Sending all of you much Love, Light, and Life,
Appendix: Stay tuned to this blog, and I will attempt to keep you up to date on these issues as best I can. Here is the formal announcement sent out by Bayit Chadash:
We must share with you that on Tuesday, May 9, 2006, three women from our community filed complaints of sexual misconduct against Mordechai Gafni with the police. We were aware of this situation because on Monday, May 8, 2006, we had previously read the depositions that these women had declared to an attorney. We also personally heard the testimonies of these women, as well as that of another woman from an institution where Rabbi Gafni previously worked. We shared our findings and recommendations with Shantam Zohar, a Bayit Chadash teacher and leader; and with Or Zohar, a Bayit Chadash teacher and our CEO.

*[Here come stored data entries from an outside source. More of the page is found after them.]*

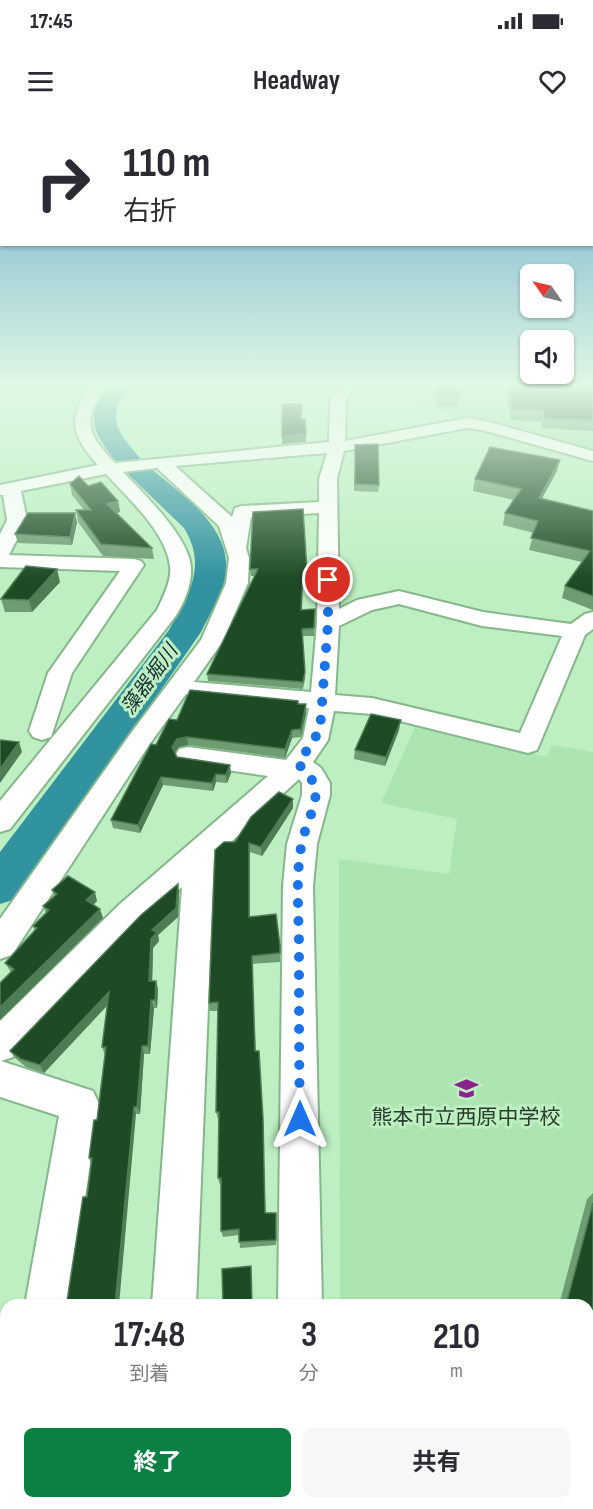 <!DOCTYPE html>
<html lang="ja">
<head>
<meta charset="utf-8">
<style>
	body { margin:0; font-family:"Sofia Sans Condensed","Noto Sans JP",sans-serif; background:#f7f7f7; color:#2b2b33; height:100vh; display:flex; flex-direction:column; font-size:22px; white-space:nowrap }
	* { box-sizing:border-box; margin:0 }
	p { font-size:20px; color:#7c7c81 }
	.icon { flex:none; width:33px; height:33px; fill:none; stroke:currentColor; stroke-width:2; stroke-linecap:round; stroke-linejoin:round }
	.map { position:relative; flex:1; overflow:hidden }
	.sheet { position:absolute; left:0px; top:1179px; width:594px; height:210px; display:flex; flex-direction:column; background:#fff; border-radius:18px 18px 0 0; box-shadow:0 2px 4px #0004 }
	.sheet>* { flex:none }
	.banner { position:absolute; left:0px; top:0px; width:594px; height:126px; box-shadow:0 2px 4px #0004; background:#fff; color:#2b2b33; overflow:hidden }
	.needle { width:39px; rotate:304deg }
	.controls { position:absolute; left:520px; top:144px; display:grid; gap:12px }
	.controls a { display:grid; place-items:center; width:54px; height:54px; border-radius:9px; background:#fff; box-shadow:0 2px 4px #0004; font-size:30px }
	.pin { position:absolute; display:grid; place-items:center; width:51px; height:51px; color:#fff; margin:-26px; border:3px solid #fff; border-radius:50%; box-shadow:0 2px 6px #0007 }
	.me { position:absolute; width:66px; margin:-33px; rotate:0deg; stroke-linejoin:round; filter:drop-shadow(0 0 4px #0008) }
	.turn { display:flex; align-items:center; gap:21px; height:126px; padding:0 24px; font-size:27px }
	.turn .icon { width:78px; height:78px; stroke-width:2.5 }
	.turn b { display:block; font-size:42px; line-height:51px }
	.eta { display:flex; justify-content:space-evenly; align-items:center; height:102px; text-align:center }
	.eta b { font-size:36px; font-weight:700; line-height:42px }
	.cta { display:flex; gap:12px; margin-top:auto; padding:12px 24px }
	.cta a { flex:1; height:69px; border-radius:9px; background:#0b8043; color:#fff; font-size:24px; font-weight:700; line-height:69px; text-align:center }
	.cta a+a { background:#f7f7f7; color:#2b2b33 }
	.status { display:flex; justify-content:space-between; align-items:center; height:42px; padding:0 30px; background:#fff; direction:ltr }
	.status svg { height:16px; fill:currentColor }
	header { display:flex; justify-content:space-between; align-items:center; height:78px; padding:0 24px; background:#fff; font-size:27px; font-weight:700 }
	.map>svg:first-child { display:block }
	.built { fill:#ace4b2 }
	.green { fill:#fdc1b9 }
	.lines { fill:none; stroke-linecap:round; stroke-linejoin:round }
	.river { fill:#3293a0; fill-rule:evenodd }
	.minor-casing { stroke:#86b68b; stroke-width:4 }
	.minor { fill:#fff; fill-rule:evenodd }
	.wall { fill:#6e9d74 }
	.shaded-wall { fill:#4e7c55 }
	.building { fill:#1e4b26; stroke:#4e7c55; stroke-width:1.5 }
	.route { stroke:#1a73e8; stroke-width:10; stroke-dasharray:0 18 }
	.labels { text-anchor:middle; stroke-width:6; stroke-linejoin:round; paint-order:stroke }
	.water-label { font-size:20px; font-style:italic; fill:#192f32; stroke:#bdefc2 }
	.near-poi-label { font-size:21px; fill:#2a3e2c; stroke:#bdefc2 }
</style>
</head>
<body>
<div class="status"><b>17:45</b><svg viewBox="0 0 49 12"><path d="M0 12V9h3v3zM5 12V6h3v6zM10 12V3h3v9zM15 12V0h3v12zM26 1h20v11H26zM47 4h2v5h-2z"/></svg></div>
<header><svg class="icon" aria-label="menu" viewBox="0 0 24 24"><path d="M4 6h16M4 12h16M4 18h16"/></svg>Headway<svg class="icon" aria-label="heart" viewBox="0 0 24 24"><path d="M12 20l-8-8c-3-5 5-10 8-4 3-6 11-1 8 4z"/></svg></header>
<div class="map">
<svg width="593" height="1389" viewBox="0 0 593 1389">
	<rect width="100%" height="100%" fill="#bdefc2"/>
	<path class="built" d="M360 264H593V331L357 267Z
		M416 605 547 637 552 625 593 632V1389H337V1383H588V1185H340L339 739 449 754 457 699 381 683Z"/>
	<path class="green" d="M346 1383H434V1389H346Z"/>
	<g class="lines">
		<path class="river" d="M111 264H134C129 270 122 276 119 283 108 307 129 323 142 341L140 344 148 346C179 373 231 405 226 453 223 474 210 493 201 512L16 779 0 784V732L169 510C188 475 208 447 184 408L130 356 126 351 128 348 120 346C96 318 80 295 111 264Z"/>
		<defs>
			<path id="minor" d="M93 264H108C83 300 84 311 115 343L329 322 330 280 343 264H357L346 280 345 321 467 298 489 302 593 331V341L482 310 467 308 344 331 337 359 339 489 357 480 399 471 483 492 571 504 585 494 593 492V509L585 515 537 630 528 633 372 594 334 591 328 620 313 642 321 648 330 663V675L317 724 313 766 322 1185H278L283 766 287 724 302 675V663L299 659 214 738 196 1185H152L182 767 142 802 13 937 1 941 93 971 99 984 69 1185H25L59 996 0 977V901L120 784 268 656 179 643 175 636 179 629 188 627 286 640 303 618 309 588 195 578 186 574 149 625 12 835 0 839V799L131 613 201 520 226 463 229 438 219 406 157 348 123 352C143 373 190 418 191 448 192 464 184 484 175 497L10 709 0 712V681L157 490C163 477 172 460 170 446 166 412 128 378 106 354L21 371 27 400 9 435 134 439 141 441 144 445 72 553 51 617 42 620 33 617 29 611 48 553 120 451 0 447V414L7 400 3 375H0V365L98 345C71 316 66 295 93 264ZM327 333 319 359V382L242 386 235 388 232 397 175 346ZM319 393 317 503 311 572 194 562 223 521 248 463 249 438 246 428 251 397ZM399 484 482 506 562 516 520 613 372 578 335 575 339 506 372 490Z
				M6 1294V1342L0 1344V1296Z
				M6 1380V1383H55L54 1389H4Z
				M271 1383H321L320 1389H270Z"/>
		</defs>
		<use href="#minor" class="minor-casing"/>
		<use href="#minor" class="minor"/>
	</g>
	<path class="wall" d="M380 264H456L459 277 458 287H436L433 267 380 265Z
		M505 264H593V311L542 308 541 301 511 300Z
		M355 325 379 365 378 372 354 371Z
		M557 351 542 378 593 391V490L562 478 565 466 582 442 529 430 534 413 503 405 505 393 514 380 473 371 475 359Z
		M70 364 88 366 118 381 120 392 117 393 152 428 154 439 103 436 78 402 76 390H84L72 375Z
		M77 402 72 425 18 423 15 414Z
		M250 449 307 451V458H303L302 490 315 489 314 516H302L305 552V559L303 569 208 561 207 554 255 456H251Z
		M60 462 32 492H5L1 479Z
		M298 584 306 593 301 617 292 618 285 638 188 625 179 627 175 632 177 637 231 653 227 663 216 662 213 671 163 665 140 713 113 708 111 700 156 625 177 600Z
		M399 610 385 646 354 639 355 630Z
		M293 679V688L262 736 250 732V797L280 826V842L252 844 256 931 266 1093H276V1125L240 1128 239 1115 223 1117 221 1111V1065H220L218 1058 219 999H218L216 992 218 891H210L209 883 235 722Z
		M178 764 179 772 178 797 158 815 159 821 153 828 152 861 158 869 157 888H154L150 934H144L140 994H136L67 1181 87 1077 91 1043 89 1038 97 1000 105 935 102 927 108 885 44 953 26 947 15 938 10 931Z
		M52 770 97 781 93 785 103 798 0 900V863L11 852 5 843 35 811 33 806 46 793 43 786 54 776Z
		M593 1073V1347L588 1344V1185H559L587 1079Z"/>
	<path class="shaded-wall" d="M306 314V322L282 324V316Z
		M560 340 557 351 536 389 539 378Z
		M118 381 120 392 109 395 107 384Z
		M75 393 77 402 72 425 70 417Z
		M57 449 60 462 32 492 29 480Z
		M306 584V593L301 617V609Z
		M401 600 399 610 385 646 386 637Z
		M292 610V618L285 638V629Z
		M187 617 188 625 179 627 173 635 172 627 177 619Z
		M19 622 22 632 0 663V649Z
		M230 645 231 653 227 663 226 655Z
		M216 654V662L213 671 212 663Z
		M161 657 163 665 140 713 138 705Z
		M293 679V688L262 736 261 727Z
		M178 764 179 772 178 797 158 815 159 821 153 828 152 870 149 861 152 810Z
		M95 772 97 781 89 789 86 780Z
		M100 789 103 798 0 900V887Z
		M156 861 158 869 157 888 155 880Z
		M109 872 112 880 44 953 40 945Z
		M151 880 154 888 150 934 148 926Z
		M142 926 144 934 140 994 137 987Z
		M134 987 136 994 119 1185H115Z"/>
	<path class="building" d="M436 264H456L459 277 438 276Z
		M508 264H593V300L545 298 543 290H513Z
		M282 284H302L301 299H305L306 314 282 316Z
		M378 324 379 365 355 364V325Z
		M490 327 560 340 539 378 593 391V476L565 466 590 431 531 418 538 401 505 393 521 369 475 359Z
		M79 356 88 366 101 362 118 381 107 384 152 428 101 424 76 390H91L70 364Z
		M303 389 307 451H303L301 490 315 489 314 508 302 509 305 552 303 562 207 554 258 449H250L253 392Z
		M28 393H75L70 417 15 414Z
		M26 446 57 449 29 480 1 479Z
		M190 570 298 581V584H306L301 609 292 610 285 629 187 617 177 619 172 627 177 637 230 645 226 655 216 654 212 663 161 657 138 705 111 700 151 624 156 625 169 599 177 600Z
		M371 594 401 600 386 637 355 630Z
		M0 620 19 622 0 649Z
		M279 672 293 679 261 727 249 723V797L276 794 280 826V833L252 836 255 931H259L263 999 265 1093H276V1120L239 1122V1109L221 1111V1058H218L219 992H216L218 882 209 883 215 730 224 722H235L251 697Z
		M68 756 95 772 86 780 100 789 0 887V863L14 849 5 843 37 808 33 806 49 790 43 786 57 774 52 770Z
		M178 764 176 788 152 810 157 812 151 819 149 861H156L155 880H151L148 926H142L137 987H134L115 1185H59V1183L67 1181 83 1077H87L92 1038H89L94 1000H97L106 927H102L109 872 40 945 21 939 10 931 141 795Z
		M593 1083V1338L588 1335V1185H566Z
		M251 1146 252 1185H223L222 1149Z
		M204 1383H264V1389H204Z"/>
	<linearGradient id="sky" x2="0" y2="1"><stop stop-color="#5fa7cb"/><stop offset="0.58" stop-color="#e1f8e4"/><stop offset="1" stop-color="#e1f8e4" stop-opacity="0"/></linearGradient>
	<rect width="593" height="458" fill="url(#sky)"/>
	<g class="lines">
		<path class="route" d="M300 999C299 942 299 885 299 828 299 794 295 756 302 722 310 688 330 671 298 644L320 610 328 503V460"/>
	</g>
	<defs>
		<symbol id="school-bare" viewBox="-9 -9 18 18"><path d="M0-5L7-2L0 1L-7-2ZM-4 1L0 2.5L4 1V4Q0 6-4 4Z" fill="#89238b" stroke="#bdefc2" stroke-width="2.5" paint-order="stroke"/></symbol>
	</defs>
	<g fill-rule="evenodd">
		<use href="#school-bare" x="450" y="952" width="33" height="33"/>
	</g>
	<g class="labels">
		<g class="water-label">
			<text transform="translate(149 559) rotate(-54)" y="7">藻器堀川</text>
		</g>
		<g class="near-poi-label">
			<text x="466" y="1004">熊本市立西原中学校</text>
		</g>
	</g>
</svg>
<div class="controls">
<a><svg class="needle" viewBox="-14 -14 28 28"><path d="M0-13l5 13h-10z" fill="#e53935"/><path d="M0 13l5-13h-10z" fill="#7c7c81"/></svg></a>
<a><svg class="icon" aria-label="sound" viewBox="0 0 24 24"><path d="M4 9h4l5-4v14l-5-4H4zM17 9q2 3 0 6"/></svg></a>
</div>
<div class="pin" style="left:328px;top:460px;background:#d93025"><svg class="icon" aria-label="arrive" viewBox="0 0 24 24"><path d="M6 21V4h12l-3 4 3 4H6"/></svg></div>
<svg class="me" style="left:300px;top:999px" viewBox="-20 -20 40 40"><path d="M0-17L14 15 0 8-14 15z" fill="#1a73e8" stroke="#fff" stroke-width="4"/></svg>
<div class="banner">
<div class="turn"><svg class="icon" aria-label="right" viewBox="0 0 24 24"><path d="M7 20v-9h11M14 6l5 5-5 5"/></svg><div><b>110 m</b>右折</div></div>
</div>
<section class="sheet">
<div class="eta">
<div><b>17:48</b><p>到着</p></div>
<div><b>3</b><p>分</p></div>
<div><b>210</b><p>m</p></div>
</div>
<div class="cta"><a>終了</a><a>共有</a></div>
</section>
</div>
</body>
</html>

Our colleagues agreed with us that in the present situation, we should recommend to the Bayit Chadash steering committee that Mordechai Gafni’s tenure in Bayit Chadash be ended immediately, or alternatively, we would collectively resign. After the members of the steering committee read some of the depositions, they decided to remove Mordechai Gafni from the Bayit Chadash staff. The decision of the steering committee was further reinforced in light of the complaints filed with the police.
Were this was a matter solely related to Mordechai Gafni’s private life, it would be of some concern to us and to the community. The problem is greatly exaggerated by the fact that this involves women from our community, staff members and students. It is our position that there is no place for relations like this between a rabbi and his students or between an employer and his employees, whether consensual or not. It would seem that this is also the opinion of Mordechai, since he swore all the women involved to eternal and absolute silence.
Some women, however, decided to speak. We have no doubt that they speak truth, and willingly risk our personal credibility and integrity in support of their testimony.
As to the criminal aspect of his actions, that is up to the police and the courts to decide. Beyond that, judgment is in the hands of the Judge of all the world.
The sense of disappointment is very great, for us personally as well. Mordechai always treated us with friendship and respect. At times like this our sages say that one should scrutinize one’s own actions, and meditate upon why one is part of such a story. Certainly there is much to learn from such a difficult and painful experience.
May we all see, fear and tremble, may healing to our shared soul come swiftly, and may this healing encompass all involved and all who are witness, in this and all worlds.